2. Establish rapport at both conscious and unconscious levels, demonstrating the ability to use mirroring, direct matching and indirect matching (i.e., cross-over mirroring).; pace and lead in each and all representational systems, verbally and non-verbally, including: whole and part body postures, breathing patterns, intonation patterns, sensory-system predicate usage sequences of eye accessing cues, and sub-modality accessing cues and gestures
3. Utilize the patterns of the Meta Model, Well-Formed Outcome Frame, Milton Model and “Sleight of Mouth” patterns (Patterns of Reformulation) to gather and organize information in ways that expand the range of possibility and choice in thinking and in action.
4. Adjust one's language and behavior to pace the structure of another person's experience in relation of Meta Programs; also appropriately adjust (i.e., balance) the configuration of Meta Programs.
4. Sort incongruities, polarities and “double-bind,” either-or thinking patterns and reintegrate them in ways that expand the range of what's possible.
5. Elicit and anchor states (resources) in each and all representational systems, i.e., kinesthetically, auditorily and visually; directionalize and contextualize states using the basic anchoring formats: setting and utilizing spatial anchors, stacking anchors, amplifying anchors, collapsing or synchronizing anchors, and chaining (or sequencing) responses
6. Demonstrate strategy elicitation, design and installation, including criteria; the ability to detect and utilize the following key strategies: internal performance strategies, motivational strategies, decision strategies, and learning strategies.

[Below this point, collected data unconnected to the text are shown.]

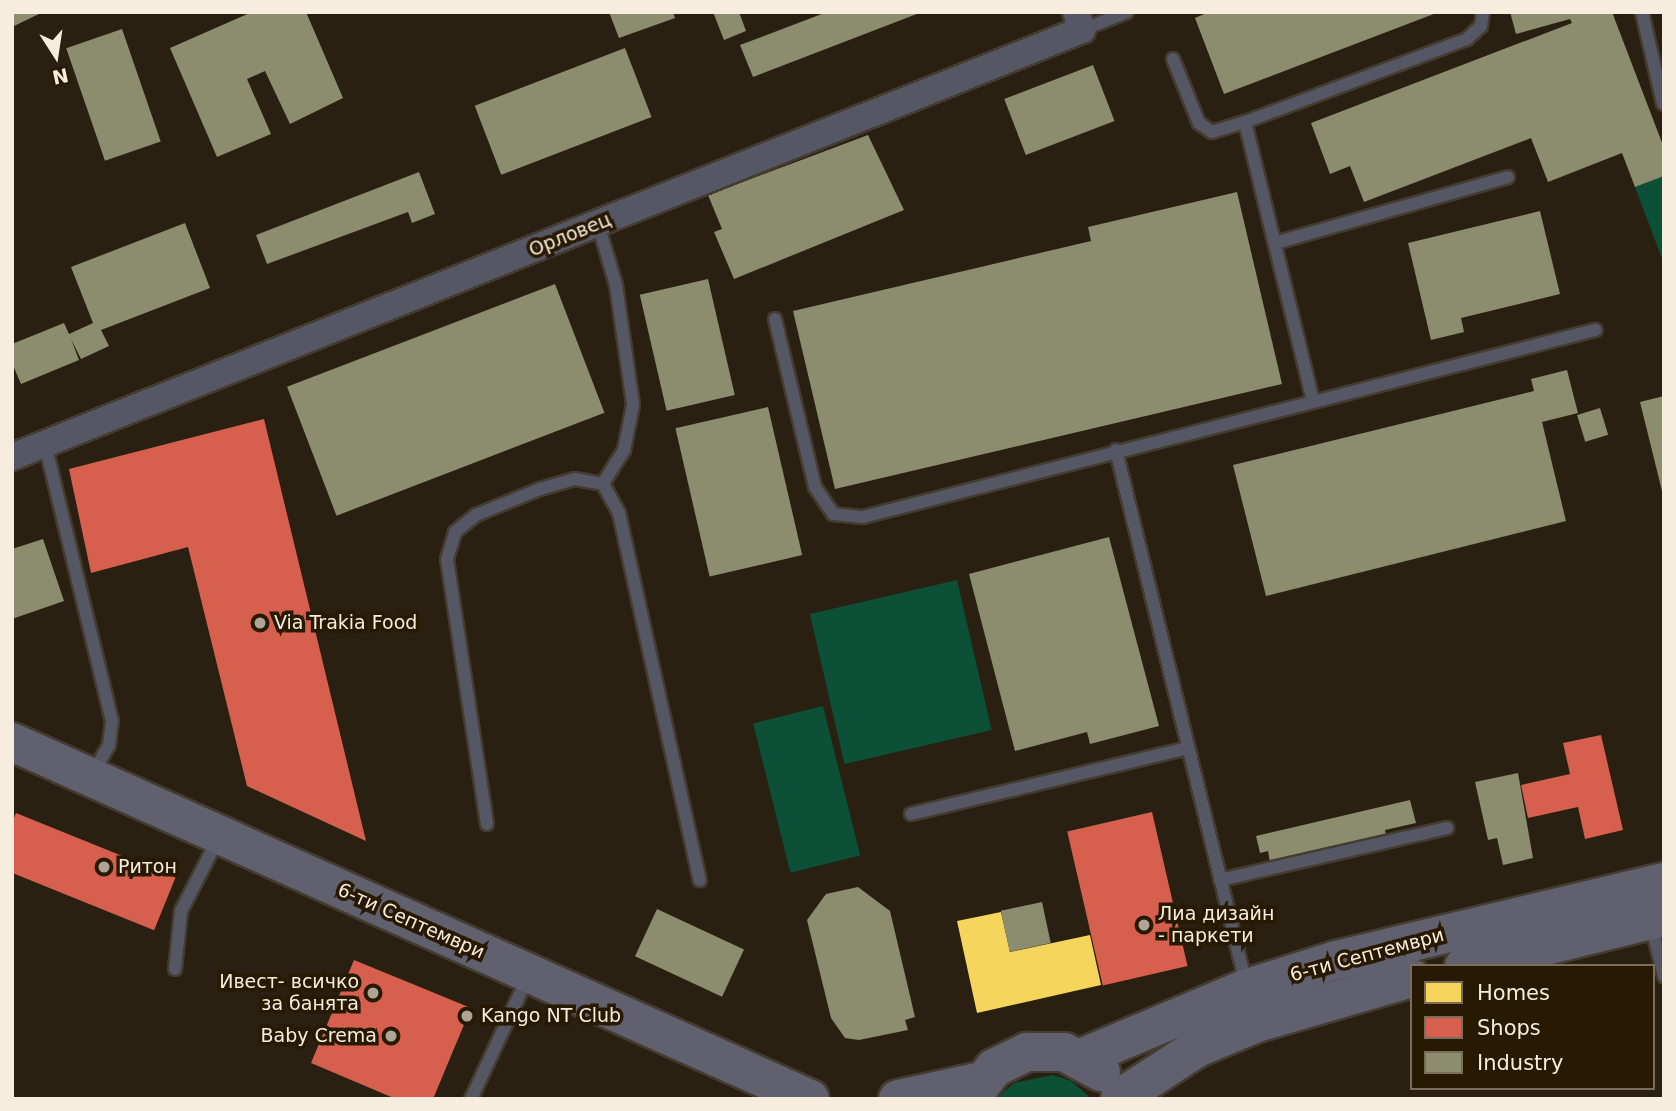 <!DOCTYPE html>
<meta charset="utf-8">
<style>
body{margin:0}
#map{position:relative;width:1676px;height:1111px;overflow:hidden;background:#292012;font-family:"DejaVu Sans",sans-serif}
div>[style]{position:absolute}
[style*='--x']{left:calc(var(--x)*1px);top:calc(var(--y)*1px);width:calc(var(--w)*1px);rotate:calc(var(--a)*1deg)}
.green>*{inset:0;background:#0b5037;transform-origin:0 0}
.homes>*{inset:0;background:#f6d55c}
.shops>*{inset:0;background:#d6604d;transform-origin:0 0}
.industry>*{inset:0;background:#8c8c6e;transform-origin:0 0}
.roads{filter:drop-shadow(2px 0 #443c30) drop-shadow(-2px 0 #443c30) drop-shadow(0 2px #443c30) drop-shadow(0 -2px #443c30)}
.service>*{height:12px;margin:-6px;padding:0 6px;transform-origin:6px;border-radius:6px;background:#565764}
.minor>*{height:26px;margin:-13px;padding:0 13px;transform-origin:13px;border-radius:13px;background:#565764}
.primary>*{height:38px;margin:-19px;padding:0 19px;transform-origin:19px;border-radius:19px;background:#60606e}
.dots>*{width:19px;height:19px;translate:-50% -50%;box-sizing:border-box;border:4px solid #281a02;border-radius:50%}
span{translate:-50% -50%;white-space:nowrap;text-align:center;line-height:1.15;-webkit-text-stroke:7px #281a02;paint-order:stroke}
.street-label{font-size:19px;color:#f6edde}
.poi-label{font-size:19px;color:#f6edde}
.left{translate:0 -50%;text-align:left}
.right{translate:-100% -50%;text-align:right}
.frame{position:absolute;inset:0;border:14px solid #f6edde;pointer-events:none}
.legend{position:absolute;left:1410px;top:964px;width:245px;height:126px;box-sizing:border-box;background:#281a02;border:2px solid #7a6e5a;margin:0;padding:9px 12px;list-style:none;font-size:21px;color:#f6edde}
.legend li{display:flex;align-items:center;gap:14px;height:35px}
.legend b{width:35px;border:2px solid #7a6e5a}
.north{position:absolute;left:21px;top:21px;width:70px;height:70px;-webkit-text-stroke:5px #281a02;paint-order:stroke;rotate:168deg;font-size:19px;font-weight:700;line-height:28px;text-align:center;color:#f6edde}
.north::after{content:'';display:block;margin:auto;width:24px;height:32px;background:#f6edde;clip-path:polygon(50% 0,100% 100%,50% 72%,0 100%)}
</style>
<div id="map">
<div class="green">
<div style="clip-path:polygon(1664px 176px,1664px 264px,1635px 187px)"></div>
<div style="left:957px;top:580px;width:154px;height:151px;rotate:77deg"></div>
<div style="left:823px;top:706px;width:154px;height:72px;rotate:76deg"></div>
<div style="clip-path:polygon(1053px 1075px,1071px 1081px,1092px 1099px,996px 1099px,1014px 1083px)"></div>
</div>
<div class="homes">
<div style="clip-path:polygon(1001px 912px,1010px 952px,1090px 935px,1101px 985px,977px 1013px,957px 921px)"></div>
</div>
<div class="shops">
<div style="clip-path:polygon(264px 419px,366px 841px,247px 786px,188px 547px,91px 573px,69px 469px)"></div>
<div style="clip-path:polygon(1601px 735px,1623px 830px,1585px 839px,1578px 807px,1528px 818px,1521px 785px,1570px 774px,1563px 743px)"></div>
<div style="left:1152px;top:812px;width:158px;height:87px;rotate:77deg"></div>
<div style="left:16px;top:813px;width:172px;height:57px;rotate:22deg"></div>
<div style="clip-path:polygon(354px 960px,471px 1008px,433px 1099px,396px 1099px,311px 1063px)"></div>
</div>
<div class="industry">
<div style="clip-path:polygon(12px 12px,43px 12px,12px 27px)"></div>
<div style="clip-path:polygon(252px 12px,306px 12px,343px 98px,290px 124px,265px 71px,247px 79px,271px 134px,217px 157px,170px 48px)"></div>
<div style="clip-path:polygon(609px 12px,673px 12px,675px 18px,619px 38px)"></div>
<div style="clip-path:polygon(713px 12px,739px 12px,746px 31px,724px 40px)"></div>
<div style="clip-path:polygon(827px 12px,922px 12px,753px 77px,740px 45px)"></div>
<div style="clip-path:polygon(1209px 12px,1439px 12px,1224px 94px,1195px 18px)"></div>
<div style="clip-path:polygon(1510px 12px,1612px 12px,1664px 148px,1664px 176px,1635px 187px,1622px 153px,1548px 182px,1531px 138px,1364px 202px,1350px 166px,1330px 174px,1311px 123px,1572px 23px,1570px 19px,1516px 34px)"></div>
<div style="left:122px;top:29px;width:119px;height:59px;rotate:71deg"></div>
<div style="left:625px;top:48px;width:74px;height:161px;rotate:69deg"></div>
<div style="left:1093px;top:65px;width:60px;height:95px;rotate:69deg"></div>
<div style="clip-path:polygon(868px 135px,904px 210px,734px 279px,714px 232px,722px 229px,708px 195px)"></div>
<div style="clip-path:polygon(419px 172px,435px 214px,412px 223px,408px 212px,267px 264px,256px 235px)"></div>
<div style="clip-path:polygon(1237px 192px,1282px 384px,835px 489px,793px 311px,1091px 241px,1088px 227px)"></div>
<div style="clip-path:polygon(1540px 211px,1560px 294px,1461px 318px,1464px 332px,1431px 340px,1408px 243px)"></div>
<div style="clip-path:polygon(185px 223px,210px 288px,101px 330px,109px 346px,81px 359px,71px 339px,79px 360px,21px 384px,12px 363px,12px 344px,64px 323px,69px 334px,93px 323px,71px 267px)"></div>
<div style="left:708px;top:279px;width:119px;height:70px;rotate:77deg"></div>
<div style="left:555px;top:284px;width:138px;height:287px;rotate:69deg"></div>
<div style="clip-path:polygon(1567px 370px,1578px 413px,1542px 422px,1566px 521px,1266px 596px,1233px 465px,1534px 391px,1531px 379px)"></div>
<div style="clip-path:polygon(1664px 396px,1664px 495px,1663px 495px,1640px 402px)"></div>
<div style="left:768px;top:407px;width:152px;height:95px;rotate:77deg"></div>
<div style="left:1600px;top:408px;width:28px;height:24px;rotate:73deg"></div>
<div style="clip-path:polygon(1109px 537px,1159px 726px,1090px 744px,1087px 732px,1015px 751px,969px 574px)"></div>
<div style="clip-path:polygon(43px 539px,64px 601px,12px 619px,12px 549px)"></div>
<div style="clip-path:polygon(1518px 773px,1533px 858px,1503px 865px,1497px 838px,1488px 840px,1475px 782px)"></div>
<div style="clip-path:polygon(1410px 800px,1416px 823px,1385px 830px,1386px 835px,1270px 862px,1268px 851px,1260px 853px,1256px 836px)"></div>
<div style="clip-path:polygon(858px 887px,890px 911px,915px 1017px,905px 1020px,908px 1030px,859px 1040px,845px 1038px,831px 1018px,807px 920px,826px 894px)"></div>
<div style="left:1042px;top:902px;width:42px;height:42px;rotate:78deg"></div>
<div style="left:657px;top:909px;width:96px;height:52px;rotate:25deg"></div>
</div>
<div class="roads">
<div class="service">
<div style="--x:1642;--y:12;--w:94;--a:77.1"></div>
<div style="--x:1082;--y:30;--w:48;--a:-21.8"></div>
<div style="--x:1173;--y:59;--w:69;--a:67.9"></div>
<div style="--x:1199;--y:123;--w:16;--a:35"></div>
<div style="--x:1212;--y:132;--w:34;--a:-17"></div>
<div style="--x:1245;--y:122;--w:287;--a:76.3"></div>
<div style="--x:1245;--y:122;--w:237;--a:-20.5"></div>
<div style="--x:1467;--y:39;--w:19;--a:-43"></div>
<div style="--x:1481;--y:26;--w:14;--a:-82"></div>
<div style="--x:598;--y:224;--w:64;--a:73.6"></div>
<div style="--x:616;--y:285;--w:121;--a:81.9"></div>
<div style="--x:633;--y:405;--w:46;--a:101.3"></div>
<div style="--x:624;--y:450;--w:40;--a:122"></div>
<div style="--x:1275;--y:243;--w:242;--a:-15.8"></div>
<div style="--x:775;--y:319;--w:173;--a:76.6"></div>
<div style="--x:815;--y:487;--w:32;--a:56"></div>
<div style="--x:833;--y:514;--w:30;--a:6"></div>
<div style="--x:863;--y:517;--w:756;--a:-14.33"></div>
<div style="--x:45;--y:444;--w:285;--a:76.4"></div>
<div style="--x:112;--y:721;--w:24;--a:97"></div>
<div style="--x:109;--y:745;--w:34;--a:120"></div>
<div style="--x:1116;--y:450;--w:550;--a:76.32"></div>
<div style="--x:911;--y:814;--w:285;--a:-13.4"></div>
<div style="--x:487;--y:824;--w:268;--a:-98.6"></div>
<div style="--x:447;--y:559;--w:28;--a:-73"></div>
<div style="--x:455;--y:532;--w:27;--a:-39"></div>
<div style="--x:476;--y:515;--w:69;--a:-22.1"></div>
<div style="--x:540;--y:489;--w:36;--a:-16"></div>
<div style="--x:575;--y:479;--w:28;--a:10"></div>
<div style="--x:603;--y:484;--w:33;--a:61"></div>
<div style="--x:619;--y:513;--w:376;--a:77.6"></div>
<div style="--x:1220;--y:880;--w:233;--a:-12.9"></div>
<div style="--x:1651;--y:924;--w:54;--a:76"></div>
<div style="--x:175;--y:969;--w:58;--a:-84.1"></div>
<div style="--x:181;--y:911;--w:81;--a:-62.8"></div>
<div style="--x:471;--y:1099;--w:135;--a:-65"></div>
</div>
<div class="minor">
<div style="--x:12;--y:457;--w:1152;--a:-21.76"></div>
<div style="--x:1082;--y:30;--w:19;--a:-108"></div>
</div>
<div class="primary">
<div style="--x:12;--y:742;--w:874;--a:24.1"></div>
<div style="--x:1464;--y:966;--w:206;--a:-13.8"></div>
<div style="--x:1081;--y:1058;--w:180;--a:-22.9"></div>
<div style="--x:1247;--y:988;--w:93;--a:-17.5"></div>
<div style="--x:1336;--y:960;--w:337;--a:-13.4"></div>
<div style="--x:1120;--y:1098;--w:92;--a:-33"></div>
<div style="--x:1197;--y:1048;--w:65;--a:-22.6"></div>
<div style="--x:1257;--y:1023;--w:161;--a:-16.2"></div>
<div style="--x:898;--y:1099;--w:85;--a:-12.2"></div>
<div style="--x:970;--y:1099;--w:39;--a:-52"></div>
<div style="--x:994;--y:1068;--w:37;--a:-26"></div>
<div style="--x:1027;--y:1052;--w:37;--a:0"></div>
<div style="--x:1064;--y:1052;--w:42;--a:28.4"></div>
</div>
</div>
<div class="dots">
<div style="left:260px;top:623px;background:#aea597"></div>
<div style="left:104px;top:867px;background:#aea597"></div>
<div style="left:1144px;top:925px;background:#aea597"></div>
<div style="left:373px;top:993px;background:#aea597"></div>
<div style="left:467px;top:1016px;background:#aea597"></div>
<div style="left:391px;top:1036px;background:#aea597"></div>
</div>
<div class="street-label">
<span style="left:570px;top:235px;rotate:-22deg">Орловец</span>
<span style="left:411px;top:921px;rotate:24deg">6-ти Септември</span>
<span style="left:1367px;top:955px;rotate:-15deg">6-ти Септември</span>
</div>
<div class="poi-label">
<span class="left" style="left:274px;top:623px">Via Trakia Food</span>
<span class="left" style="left:118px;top:867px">Ритон</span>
<span class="left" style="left:1158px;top:925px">Лиа дизайн<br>- паркети</span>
<span class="right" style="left:359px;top:993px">Ивест- всичко<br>за банята</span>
<span class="left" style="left:481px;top:1016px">Kango NT Club</span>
<span class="right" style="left:377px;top:1036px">Baby Crema</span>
</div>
<div class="frame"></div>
<ul class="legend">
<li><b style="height:19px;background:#f6d55c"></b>Homes</li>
<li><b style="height:19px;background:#d6604d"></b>Shops</li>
<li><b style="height:19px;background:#8c8c6e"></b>Industry</li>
</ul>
<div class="north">N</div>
</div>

7. Structure and implement “testing” procedures in consideration of ecological implications of change through time to “preserve” the integrity of the system as a whole.
8. Identify the structure and function of each technique; appropriate contextualization and generalization of change techniques; re-anchoring formats, reframing techniques and basic negotiation models, sub-modality technology, threshold patterns, Swish Patterns; and Future- Pacing techniques.